The IRS recognizes two variants of the average cost method: single-category averaging, in which all shares regardless of holding period are averaged together, and double-category averaging, which was eliminated for shares acquired after April 1, 2011. For most investors today, average cost means single-category averaging. The blended cost per share is calculated by dividing the total amount invested in the fund (including all reinvested distributions) by the total number of shares currently owned.
Once an investor elects the average cost method for a specific mutual fund account at a specific broker or fund company, they must generally continue using it for that fund unless they notify the custodian of a change before a sale. The Tax Cuts and Jobs Act of 2017 and IRS regulations require that investors elect their accounting method in writing, and switching methods after the fact is not permitted.
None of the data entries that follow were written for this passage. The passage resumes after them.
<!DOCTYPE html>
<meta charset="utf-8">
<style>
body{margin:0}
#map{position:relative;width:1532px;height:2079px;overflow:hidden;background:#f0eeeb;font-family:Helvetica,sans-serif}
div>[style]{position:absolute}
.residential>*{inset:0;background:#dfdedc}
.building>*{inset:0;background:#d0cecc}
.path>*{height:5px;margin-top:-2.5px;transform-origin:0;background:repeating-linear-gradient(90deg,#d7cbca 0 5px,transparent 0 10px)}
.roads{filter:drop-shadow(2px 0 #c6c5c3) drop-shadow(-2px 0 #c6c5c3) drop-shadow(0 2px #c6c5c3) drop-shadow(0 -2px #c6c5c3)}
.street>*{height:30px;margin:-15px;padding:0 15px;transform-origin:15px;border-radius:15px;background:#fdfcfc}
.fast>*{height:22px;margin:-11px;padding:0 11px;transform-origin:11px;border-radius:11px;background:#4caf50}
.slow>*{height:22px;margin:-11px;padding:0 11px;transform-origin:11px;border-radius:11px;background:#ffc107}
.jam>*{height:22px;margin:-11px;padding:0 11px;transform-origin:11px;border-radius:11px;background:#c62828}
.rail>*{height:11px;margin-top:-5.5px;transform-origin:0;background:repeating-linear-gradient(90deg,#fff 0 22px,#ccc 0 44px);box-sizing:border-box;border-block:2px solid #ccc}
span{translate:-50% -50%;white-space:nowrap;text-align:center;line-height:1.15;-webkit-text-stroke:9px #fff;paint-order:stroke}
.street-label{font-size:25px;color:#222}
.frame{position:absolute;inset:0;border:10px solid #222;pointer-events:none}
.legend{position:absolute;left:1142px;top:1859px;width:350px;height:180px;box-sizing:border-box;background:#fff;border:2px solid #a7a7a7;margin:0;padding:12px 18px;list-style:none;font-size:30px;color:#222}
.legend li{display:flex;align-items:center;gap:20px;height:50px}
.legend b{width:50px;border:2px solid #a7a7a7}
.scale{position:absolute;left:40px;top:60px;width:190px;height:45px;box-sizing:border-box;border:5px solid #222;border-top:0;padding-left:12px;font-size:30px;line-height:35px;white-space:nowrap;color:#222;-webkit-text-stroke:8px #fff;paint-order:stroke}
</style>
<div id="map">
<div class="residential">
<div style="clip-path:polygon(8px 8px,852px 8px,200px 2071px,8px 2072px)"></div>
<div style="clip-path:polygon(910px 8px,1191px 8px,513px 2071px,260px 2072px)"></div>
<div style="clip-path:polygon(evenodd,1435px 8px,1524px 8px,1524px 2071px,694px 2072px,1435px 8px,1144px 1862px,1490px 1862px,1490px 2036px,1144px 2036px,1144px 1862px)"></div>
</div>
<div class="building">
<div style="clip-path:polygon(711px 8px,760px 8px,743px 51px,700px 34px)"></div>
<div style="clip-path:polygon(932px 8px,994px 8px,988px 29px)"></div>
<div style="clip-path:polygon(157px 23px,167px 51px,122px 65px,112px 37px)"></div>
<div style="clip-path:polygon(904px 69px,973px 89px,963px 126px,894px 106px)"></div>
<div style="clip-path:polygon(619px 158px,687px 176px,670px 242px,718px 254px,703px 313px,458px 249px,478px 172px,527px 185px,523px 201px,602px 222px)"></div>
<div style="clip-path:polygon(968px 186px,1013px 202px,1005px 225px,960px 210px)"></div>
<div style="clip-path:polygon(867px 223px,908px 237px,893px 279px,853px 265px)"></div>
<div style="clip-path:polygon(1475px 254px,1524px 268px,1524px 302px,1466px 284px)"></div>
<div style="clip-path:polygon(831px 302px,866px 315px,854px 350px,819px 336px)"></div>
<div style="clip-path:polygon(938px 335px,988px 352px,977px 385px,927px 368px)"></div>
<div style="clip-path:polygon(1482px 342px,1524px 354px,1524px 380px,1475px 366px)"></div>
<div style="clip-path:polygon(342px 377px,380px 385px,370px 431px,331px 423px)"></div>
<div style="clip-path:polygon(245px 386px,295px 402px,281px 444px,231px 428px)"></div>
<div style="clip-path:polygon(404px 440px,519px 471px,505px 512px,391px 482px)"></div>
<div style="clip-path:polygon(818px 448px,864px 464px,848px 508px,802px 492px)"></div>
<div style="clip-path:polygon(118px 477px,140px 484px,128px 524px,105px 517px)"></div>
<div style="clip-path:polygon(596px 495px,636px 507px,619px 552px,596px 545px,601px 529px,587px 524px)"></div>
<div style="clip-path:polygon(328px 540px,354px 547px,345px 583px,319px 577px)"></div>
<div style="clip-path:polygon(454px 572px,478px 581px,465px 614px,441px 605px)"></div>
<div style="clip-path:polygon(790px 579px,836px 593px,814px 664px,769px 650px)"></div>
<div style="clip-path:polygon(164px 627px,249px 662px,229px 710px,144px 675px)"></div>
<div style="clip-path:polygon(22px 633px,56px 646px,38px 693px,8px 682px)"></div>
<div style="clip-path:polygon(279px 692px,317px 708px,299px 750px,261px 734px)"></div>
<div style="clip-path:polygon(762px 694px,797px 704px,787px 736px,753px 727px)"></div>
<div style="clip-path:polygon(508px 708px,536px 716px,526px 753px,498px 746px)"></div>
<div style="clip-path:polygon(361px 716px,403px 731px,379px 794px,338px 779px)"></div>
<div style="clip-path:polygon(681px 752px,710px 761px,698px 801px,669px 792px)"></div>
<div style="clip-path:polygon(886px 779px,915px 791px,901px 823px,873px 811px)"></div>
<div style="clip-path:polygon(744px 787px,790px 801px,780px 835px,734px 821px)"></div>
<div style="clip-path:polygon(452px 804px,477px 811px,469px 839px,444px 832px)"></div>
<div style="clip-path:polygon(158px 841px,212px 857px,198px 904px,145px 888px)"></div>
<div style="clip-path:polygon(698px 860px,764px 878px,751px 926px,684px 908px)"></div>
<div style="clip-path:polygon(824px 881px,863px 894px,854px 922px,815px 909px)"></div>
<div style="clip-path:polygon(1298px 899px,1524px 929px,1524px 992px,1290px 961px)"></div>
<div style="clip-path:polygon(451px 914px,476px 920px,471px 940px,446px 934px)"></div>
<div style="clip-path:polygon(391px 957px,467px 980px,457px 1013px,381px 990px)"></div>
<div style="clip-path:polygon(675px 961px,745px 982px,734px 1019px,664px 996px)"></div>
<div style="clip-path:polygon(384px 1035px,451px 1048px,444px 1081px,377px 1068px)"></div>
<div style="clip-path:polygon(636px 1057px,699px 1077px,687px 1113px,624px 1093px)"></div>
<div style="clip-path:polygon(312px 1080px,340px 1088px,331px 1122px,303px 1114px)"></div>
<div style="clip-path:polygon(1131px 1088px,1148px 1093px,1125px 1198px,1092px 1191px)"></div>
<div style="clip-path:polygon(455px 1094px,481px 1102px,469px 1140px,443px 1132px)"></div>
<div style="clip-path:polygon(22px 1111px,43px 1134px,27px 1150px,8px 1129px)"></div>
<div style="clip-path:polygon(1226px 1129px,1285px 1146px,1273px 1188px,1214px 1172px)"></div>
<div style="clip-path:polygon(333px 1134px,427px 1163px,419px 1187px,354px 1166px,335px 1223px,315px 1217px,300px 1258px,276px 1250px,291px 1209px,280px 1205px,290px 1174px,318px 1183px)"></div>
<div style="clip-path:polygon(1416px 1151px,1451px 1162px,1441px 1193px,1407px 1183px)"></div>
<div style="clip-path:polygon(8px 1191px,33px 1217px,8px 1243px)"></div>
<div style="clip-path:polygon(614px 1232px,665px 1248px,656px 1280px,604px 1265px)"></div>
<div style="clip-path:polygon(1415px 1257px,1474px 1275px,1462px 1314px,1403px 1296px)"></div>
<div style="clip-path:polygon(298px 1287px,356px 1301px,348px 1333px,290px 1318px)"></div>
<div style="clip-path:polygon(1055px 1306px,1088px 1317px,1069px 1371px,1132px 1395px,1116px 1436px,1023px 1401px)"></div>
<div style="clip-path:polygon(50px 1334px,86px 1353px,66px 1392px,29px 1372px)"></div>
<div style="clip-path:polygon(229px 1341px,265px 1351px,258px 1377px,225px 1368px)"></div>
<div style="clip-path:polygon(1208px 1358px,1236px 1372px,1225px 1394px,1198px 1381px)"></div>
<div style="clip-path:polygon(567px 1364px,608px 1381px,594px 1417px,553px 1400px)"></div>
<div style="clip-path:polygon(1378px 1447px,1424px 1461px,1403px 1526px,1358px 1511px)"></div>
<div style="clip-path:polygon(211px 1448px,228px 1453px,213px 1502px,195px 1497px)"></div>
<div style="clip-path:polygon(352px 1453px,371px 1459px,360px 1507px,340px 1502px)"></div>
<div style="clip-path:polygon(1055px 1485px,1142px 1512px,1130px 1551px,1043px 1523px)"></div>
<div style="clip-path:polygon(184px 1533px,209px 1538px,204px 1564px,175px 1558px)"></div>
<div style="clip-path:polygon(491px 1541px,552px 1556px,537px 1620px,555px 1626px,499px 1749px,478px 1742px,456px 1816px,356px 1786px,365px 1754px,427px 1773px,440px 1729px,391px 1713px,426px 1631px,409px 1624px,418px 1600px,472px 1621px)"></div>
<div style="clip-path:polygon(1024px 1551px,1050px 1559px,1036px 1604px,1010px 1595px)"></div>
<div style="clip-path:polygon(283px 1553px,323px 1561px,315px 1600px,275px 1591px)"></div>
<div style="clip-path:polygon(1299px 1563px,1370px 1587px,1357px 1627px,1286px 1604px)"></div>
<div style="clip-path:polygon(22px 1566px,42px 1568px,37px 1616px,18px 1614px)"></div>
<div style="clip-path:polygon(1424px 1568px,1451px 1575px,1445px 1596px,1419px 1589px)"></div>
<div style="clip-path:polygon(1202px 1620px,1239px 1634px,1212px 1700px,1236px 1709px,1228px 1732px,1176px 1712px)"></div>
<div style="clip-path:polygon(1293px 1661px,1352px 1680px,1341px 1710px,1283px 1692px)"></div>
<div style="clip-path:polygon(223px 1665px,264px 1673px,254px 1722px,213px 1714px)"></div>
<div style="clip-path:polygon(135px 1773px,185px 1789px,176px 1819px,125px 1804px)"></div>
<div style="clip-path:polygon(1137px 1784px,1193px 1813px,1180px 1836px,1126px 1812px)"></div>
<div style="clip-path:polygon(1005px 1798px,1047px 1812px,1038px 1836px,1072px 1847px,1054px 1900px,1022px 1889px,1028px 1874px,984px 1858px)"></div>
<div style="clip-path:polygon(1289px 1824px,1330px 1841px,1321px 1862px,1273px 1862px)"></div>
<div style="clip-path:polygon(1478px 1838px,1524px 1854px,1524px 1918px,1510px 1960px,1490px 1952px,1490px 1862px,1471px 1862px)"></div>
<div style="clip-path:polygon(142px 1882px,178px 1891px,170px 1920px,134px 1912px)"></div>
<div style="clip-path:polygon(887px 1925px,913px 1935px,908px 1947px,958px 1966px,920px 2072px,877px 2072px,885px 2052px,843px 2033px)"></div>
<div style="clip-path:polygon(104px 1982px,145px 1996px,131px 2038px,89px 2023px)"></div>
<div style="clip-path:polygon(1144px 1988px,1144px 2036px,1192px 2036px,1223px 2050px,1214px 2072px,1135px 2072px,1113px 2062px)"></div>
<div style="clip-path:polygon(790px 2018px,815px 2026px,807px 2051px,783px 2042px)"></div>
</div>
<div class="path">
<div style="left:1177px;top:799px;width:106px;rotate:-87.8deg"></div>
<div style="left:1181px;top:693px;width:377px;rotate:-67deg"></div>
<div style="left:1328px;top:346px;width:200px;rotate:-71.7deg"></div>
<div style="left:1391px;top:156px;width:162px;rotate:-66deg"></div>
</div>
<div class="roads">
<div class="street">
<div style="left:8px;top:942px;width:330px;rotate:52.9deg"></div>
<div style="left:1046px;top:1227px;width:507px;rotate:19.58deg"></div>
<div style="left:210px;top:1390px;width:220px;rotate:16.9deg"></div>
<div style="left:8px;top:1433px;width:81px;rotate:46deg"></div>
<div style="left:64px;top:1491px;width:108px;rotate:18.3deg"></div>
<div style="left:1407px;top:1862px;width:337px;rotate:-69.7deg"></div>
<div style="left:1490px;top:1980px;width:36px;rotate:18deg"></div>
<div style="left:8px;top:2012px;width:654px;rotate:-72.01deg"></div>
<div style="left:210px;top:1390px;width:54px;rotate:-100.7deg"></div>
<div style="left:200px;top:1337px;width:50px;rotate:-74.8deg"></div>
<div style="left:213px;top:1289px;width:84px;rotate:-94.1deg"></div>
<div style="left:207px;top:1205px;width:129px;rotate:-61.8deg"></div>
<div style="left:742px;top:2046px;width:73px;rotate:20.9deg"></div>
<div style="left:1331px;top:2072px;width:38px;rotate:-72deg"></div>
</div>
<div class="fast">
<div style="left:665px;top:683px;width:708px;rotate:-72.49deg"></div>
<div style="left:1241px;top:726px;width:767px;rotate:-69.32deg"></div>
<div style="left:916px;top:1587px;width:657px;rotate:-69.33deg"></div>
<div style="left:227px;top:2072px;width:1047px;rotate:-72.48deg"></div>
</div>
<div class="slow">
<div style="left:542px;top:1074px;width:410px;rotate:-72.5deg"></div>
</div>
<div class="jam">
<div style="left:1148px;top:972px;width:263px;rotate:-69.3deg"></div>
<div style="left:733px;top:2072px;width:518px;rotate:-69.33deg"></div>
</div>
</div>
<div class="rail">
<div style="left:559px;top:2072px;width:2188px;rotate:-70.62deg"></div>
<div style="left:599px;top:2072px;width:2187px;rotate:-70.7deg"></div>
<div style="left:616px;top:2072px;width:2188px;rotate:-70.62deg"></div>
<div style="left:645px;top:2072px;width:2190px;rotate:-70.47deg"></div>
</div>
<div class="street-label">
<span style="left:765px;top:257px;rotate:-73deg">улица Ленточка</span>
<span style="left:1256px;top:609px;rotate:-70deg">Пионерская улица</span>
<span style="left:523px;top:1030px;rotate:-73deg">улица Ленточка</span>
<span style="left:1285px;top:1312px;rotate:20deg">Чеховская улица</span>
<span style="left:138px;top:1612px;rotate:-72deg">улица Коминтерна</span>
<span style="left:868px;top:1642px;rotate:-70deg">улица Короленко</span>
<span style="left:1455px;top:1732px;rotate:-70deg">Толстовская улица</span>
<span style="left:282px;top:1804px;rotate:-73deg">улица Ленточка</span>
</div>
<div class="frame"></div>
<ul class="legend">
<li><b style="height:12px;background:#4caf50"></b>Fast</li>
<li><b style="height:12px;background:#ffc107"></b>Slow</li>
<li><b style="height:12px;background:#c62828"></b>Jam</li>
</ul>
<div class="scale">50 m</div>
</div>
The primary advantage of average cost is simplicity. Mutual fund companies and brokerages calculate and report the average cost automatically, and the investor need not track individual lots. For investors who do not have large embedded gains or losses in specific lots, average cost produces a reasonable estimate of taxable gain on sale.
The primary disadvantage is the loss of tax optimization flexibility. When the average cost is used, the investor cannot selectively realize losses from high-cost lots or defer gains from low-cost lots. All sales are treated as coming from shares at the blended price. For investors who have been in a mutual fund through significant market cycles — with some lots purchased near market peaks and others near troughs — specific lot identification would allow much more precise gain and loss management than averaging permits. For ETFs purchased after January 1, 2012, average cost is not the default; specific lot identification is generally available and preferable for tax-aware investors.